→ **What you will do**
Every line of the records below that has the word "normal" should be copied.

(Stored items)
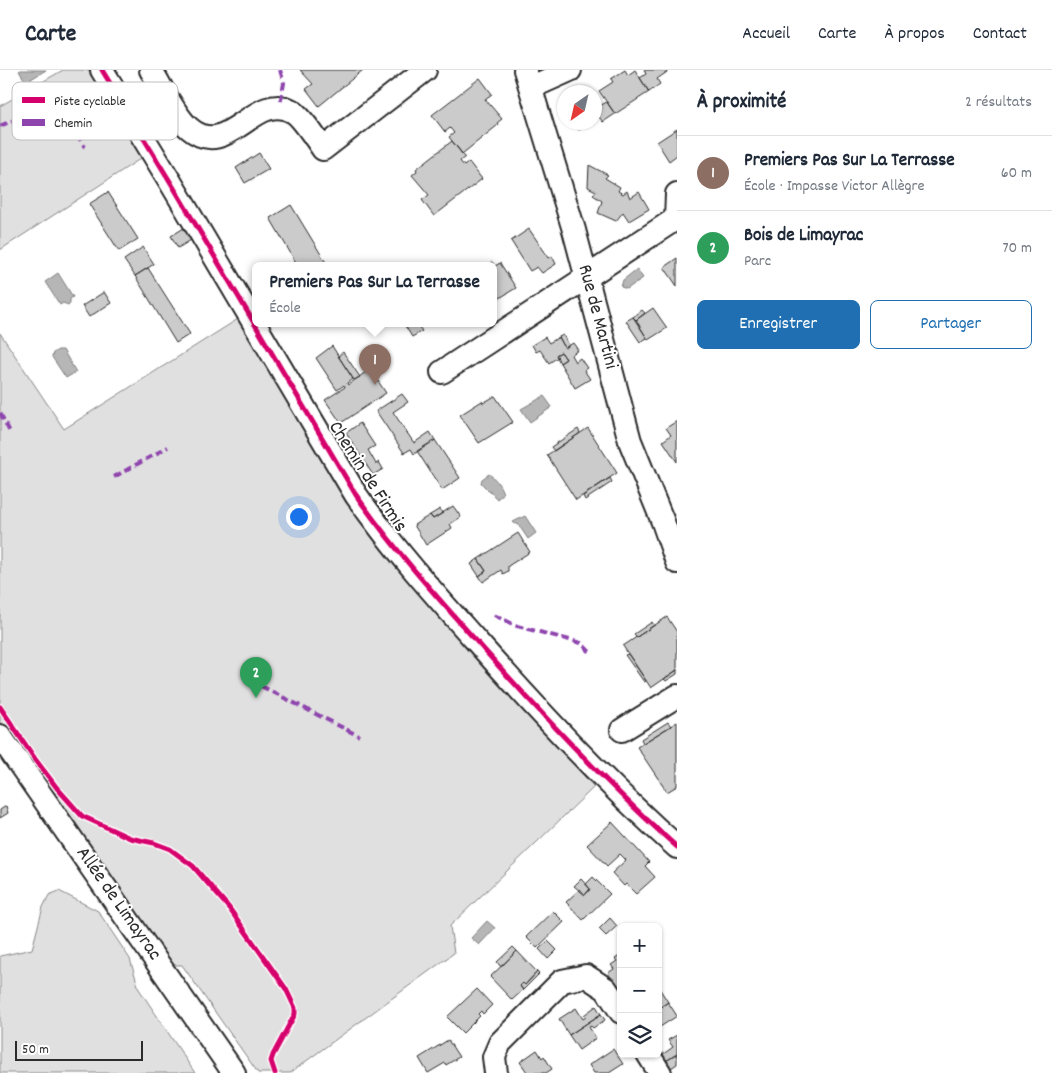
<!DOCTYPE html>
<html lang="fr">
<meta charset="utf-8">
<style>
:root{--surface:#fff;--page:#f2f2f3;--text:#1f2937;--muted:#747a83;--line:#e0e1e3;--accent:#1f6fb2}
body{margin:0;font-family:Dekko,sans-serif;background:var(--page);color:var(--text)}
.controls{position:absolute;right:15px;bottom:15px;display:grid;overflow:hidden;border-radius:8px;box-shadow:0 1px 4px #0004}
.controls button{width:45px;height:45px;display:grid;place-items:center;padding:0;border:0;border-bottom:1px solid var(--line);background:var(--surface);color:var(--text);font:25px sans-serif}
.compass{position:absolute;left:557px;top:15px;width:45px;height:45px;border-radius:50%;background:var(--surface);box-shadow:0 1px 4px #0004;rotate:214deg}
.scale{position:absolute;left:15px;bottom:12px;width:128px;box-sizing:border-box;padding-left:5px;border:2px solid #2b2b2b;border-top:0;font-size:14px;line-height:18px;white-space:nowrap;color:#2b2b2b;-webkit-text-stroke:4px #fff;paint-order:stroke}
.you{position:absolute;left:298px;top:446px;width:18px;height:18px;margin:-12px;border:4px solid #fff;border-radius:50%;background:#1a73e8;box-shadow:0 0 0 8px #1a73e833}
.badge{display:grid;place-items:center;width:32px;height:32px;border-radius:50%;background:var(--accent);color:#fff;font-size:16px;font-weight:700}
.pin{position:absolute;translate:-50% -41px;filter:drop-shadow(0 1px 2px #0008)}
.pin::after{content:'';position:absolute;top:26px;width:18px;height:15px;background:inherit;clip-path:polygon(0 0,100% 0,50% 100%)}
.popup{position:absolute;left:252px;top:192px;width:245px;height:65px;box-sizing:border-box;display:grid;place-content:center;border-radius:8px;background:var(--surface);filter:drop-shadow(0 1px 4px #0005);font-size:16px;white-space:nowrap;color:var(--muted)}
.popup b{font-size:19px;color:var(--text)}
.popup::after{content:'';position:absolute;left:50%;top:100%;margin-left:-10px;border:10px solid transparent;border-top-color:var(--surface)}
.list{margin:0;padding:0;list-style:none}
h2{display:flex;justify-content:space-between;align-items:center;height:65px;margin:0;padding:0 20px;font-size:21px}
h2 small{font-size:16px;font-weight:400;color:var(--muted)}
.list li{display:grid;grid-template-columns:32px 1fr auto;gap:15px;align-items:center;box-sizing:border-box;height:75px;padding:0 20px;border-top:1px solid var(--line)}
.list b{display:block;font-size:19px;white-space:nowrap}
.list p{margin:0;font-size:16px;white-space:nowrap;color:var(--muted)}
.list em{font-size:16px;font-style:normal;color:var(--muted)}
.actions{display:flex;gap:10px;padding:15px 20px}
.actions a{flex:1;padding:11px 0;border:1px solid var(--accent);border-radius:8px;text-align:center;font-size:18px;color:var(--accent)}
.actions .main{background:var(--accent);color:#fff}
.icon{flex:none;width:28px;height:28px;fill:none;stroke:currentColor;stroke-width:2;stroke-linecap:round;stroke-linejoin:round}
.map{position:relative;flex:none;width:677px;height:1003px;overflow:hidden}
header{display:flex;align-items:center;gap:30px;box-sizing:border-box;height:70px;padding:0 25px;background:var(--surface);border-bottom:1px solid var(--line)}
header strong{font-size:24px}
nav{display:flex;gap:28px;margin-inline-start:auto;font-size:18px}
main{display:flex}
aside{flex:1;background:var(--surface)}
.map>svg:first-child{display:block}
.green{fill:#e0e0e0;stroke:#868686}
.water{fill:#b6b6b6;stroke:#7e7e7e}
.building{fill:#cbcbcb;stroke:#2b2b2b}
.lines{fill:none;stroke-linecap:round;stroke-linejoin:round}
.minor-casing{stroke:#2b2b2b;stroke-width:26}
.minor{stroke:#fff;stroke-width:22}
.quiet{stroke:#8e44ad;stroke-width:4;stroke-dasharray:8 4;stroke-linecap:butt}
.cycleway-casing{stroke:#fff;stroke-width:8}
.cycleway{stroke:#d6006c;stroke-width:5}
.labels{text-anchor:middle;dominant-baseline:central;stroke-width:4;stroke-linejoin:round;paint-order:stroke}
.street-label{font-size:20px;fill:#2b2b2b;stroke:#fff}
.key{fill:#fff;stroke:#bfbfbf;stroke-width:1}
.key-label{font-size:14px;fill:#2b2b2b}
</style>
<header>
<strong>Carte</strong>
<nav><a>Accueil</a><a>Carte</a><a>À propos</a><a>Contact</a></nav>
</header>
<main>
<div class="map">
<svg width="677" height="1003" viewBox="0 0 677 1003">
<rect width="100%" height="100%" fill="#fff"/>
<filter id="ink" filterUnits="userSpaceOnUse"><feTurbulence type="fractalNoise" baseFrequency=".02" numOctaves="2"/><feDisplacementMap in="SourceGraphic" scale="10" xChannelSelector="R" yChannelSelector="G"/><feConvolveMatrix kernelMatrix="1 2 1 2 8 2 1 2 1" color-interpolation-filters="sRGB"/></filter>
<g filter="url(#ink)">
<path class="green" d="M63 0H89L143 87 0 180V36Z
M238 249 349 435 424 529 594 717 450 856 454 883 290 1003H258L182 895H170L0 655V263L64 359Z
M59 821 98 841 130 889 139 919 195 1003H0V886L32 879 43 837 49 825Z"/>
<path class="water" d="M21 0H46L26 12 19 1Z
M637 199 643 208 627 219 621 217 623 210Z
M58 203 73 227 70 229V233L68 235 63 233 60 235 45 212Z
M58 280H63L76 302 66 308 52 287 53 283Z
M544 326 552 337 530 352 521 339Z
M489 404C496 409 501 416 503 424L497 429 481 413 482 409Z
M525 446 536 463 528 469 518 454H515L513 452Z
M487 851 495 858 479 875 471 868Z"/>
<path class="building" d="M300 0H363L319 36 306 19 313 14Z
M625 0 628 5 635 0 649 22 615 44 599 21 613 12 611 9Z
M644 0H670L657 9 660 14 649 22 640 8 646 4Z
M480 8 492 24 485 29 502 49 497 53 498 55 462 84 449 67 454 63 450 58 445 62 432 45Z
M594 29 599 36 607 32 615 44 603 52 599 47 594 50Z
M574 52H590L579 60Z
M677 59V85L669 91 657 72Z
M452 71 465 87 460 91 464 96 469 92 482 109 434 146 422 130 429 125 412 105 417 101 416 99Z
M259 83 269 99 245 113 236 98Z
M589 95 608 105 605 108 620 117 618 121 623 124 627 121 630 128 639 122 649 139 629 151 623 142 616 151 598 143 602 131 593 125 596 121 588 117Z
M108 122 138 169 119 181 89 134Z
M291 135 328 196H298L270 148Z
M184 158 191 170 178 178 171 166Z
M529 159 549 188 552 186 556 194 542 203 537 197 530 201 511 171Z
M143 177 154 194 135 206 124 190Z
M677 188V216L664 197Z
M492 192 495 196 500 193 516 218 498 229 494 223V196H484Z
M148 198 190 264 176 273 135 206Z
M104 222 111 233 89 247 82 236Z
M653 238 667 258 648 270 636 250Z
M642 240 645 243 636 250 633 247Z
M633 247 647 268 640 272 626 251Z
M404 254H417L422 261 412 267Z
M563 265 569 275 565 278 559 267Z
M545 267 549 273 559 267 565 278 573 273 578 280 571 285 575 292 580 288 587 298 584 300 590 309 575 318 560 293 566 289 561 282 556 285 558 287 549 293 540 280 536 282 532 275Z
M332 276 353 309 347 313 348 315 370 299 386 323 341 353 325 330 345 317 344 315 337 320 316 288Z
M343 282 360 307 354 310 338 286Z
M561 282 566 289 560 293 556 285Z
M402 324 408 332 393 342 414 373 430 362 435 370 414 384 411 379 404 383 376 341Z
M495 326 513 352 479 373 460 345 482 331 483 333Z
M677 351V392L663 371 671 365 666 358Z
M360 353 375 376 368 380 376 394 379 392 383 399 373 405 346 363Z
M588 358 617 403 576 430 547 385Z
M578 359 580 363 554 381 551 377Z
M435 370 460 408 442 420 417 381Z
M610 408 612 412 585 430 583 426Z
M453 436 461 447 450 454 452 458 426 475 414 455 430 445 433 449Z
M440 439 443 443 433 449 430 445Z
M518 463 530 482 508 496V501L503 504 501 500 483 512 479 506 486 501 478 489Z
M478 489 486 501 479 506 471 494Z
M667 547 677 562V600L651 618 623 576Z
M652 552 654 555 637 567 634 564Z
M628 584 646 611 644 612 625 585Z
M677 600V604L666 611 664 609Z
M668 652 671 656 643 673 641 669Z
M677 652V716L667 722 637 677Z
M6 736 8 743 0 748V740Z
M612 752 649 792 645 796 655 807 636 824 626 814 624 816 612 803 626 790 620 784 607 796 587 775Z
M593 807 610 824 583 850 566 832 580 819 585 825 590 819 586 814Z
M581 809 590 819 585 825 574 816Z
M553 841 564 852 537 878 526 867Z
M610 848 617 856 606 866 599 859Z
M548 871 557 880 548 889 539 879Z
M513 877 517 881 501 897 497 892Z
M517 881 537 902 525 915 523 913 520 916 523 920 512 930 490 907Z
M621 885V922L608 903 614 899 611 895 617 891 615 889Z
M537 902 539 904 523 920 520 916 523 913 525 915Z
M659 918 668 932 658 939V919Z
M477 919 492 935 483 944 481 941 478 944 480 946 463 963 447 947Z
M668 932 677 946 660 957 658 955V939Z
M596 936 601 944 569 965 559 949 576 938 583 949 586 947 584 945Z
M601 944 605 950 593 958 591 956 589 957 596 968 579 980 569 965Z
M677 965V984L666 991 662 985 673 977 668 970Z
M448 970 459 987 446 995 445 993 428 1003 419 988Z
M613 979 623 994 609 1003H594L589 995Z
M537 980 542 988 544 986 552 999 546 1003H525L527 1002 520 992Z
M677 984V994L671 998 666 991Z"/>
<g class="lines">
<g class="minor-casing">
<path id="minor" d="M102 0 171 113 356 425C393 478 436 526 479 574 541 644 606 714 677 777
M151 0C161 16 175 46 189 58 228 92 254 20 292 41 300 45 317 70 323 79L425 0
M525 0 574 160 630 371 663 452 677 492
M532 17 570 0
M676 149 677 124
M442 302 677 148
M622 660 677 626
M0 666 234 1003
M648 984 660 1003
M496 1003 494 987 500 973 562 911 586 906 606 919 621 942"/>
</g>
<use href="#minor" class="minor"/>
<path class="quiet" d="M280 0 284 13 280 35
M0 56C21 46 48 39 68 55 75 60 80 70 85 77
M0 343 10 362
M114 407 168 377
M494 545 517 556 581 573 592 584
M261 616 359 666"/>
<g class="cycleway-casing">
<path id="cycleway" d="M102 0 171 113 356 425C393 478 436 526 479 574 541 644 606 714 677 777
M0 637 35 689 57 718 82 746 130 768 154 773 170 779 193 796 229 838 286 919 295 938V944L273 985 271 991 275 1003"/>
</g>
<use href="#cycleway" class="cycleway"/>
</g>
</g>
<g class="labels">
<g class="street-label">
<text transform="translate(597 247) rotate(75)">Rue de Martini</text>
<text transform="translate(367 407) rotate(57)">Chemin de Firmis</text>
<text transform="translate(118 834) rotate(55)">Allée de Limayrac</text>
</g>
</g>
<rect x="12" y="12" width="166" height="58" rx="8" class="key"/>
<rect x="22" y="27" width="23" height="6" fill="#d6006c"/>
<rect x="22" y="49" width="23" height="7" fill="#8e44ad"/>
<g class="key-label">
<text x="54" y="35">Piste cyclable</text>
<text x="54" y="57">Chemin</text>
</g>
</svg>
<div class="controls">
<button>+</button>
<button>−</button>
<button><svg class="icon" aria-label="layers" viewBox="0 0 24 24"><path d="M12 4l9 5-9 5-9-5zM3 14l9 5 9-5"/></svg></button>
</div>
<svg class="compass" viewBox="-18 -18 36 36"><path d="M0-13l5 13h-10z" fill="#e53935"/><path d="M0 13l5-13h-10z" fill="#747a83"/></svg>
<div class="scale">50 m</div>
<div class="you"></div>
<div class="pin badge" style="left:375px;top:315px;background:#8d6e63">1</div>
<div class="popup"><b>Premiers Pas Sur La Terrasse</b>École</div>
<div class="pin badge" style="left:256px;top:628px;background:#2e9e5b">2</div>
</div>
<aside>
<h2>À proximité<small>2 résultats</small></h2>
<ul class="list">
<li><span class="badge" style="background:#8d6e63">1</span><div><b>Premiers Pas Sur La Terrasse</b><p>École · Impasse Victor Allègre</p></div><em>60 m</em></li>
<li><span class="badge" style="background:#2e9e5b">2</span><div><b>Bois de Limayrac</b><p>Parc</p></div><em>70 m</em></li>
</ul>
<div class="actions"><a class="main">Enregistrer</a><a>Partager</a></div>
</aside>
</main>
...
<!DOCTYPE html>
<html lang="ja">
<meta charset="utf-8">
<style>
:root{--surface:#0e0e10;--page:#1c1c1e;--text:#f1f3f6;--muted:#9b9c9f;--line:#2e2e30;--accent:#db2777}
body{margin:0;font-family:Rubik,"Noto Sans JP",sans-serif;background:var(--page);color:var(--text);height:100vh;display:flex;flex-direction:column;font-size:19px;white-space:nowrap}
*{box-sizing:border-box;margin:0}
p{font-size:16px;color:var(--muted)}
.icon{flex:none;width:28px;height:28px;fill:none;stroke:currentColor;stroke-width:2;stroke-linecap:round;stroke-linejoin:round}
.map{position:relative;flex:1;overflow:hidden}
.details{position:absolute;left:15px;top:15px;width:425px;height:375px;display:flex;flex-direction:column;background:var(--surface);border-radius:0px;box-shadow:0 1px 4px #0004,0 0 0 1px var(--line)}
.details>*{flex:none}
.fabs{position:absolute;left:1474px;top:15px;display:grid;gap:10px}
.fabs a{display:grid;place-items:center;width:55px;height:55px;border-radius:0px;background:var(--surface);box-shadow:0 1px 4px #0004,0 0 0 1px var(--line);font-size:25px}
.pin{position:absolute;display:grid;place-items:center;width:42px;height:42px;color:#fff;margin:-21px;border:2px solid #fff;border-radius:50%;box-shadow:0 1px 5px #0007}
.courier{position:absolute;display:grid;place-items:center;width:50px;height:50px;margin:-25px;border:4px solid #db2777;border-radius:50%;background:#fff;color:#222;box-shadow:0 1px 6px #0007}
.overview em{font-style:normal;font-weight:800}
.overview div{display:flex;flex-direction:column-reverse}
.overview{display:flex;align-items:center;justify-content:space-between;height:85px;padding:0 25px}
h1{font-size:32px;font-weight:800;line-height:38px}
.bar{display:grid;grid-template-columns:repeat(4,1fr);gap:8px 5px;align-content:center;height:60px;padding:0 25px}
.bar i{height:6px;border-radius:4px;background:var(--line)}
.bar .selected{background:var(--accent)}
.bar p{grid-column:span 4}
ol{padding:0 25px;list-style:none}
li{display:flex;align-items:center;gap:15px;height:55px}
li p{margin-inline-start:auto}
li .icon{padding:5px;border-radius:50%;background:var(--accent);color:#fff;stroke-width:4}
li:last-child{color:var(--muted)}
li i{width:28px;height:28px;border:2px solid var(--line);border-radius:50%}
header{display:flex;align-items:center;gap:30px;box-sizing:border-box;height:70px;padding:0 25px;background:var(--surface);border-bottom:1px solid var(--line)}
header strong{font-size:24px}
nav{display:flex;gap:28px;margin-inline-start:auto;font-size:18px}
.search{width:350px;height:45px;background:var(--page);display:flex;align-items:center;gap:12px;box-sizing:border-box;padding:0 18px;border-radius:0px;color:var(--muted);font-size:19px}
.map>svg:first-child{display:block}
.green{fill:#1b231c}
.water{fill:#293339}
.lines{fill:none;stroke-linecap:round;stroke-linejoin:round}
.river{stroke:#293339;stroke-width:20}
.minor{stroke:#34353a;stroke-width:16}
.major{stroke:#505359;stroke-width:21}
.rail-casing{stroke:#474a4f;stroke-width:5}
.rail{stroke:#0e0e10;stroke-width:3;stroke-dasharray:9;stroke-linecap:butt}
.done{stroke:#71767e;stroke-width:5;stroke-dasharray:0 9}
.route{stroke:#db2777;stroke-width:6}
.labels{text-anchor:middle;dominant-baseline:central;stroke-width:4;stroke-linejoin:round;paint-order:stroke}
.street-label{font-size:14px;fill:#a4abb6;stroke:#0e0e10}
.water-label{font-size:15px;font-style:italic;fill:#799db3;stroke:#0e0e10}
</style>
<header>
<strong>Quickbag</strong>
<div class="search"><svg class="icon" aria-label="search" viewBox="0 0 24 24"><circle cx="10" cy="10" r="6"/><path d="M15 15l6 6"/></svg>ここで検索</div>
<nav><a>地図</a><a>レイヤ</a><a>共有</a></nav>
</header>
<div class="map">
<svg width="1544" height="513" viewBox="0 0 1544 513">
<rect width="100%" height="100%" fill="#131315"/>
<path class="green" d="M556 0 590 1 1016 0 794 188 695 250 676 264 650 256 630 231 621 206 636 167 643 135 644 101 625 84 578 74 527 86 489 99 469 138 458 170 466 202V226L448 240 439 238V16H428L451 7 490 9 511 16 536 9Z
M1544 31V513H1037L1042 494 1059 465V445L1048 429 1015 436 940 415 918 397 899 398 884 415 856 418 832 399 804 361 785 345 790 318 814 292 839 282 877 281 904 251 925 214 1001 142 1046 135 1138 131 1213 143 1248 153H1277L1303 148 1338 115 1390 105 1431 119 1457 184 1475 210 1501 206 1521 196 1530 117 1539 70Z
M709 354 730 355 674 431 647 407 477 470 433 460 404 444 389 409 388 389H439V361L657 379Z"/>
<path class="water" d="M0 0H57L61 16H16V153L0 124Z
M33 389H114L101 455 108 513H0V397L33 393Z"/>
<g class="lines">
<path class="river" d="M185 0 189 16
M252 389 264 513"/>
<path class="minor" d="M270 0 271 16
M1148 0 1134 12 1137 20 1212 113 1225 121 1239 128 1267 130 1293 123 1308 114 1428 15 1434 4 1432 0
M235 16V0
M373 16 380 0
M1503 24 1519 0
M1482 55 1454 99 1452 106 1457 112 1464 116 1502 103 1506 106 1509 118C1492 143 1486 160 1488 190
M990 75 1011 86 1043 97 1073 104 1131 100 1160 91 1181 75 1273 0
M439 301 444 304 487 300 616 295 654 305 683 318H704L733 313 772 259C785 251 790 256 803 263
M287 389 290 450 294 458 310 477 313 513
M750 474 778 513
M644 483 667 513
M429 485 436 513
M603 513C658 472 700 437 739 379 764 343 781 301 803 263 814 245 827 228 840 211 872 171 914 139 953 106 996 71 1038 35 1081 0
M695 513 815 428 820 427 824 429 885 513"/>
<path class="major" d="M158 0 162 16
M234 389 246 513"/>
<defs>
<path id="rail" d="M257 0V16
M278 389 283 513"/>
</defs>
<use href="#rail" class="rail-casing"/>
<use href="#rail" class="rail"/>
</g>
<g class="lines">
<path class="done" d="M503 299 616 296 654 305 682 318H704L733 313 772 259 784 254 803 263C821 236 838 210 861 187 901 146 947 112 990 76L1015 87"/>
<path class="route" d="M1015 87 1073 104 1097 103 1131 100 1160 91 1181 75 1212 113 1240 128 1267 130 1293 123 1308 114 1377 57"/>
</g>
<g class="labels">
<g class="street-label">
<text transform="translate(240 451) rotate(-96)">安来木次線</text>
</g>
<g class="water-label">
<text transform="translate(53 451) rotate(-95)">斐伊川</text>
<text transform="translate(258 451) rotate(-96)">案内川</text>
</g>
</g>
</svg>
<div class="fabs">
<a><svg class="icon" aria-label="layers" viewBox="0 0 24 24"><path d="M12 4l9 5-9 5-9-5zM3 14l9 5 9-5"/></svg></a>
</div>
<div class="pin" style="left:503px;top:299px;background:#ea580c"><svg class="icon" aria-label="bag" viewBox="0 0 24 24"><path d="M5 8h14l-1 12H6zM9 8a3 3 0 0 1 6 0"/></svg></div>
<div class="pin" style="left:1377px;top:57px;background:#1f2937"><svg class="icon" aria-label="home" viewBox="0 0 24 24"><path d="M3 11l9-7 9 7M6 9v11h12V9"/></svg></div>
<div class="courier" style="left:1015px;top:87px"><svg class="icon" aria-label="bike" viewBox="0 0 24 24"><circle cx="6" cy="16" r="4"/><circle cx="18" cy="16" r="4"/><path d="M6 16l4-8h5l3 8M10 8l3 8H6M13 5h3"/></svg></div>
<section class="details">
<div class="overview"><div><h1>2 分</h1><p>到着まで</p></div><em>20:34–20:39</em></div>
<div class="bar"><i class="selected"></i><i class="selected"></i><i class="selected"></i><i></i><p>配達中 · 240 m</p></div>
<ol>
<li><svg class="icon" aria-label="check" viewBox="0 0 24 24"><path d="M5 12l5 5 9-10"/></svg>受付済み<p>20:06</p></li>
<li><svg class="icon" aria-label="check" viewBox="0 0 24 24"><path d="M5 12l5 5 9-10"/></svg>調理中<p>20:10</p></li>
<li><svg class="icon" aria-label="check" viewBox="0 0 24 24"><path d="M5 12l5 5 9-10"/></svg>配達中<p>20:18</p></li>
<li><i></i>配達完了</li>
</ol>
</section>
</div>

→ **Task response**
.list em{font-size:16px;font-style:normal;color:var(--muted)}
.overview em{font-style:normal;font-weight:800}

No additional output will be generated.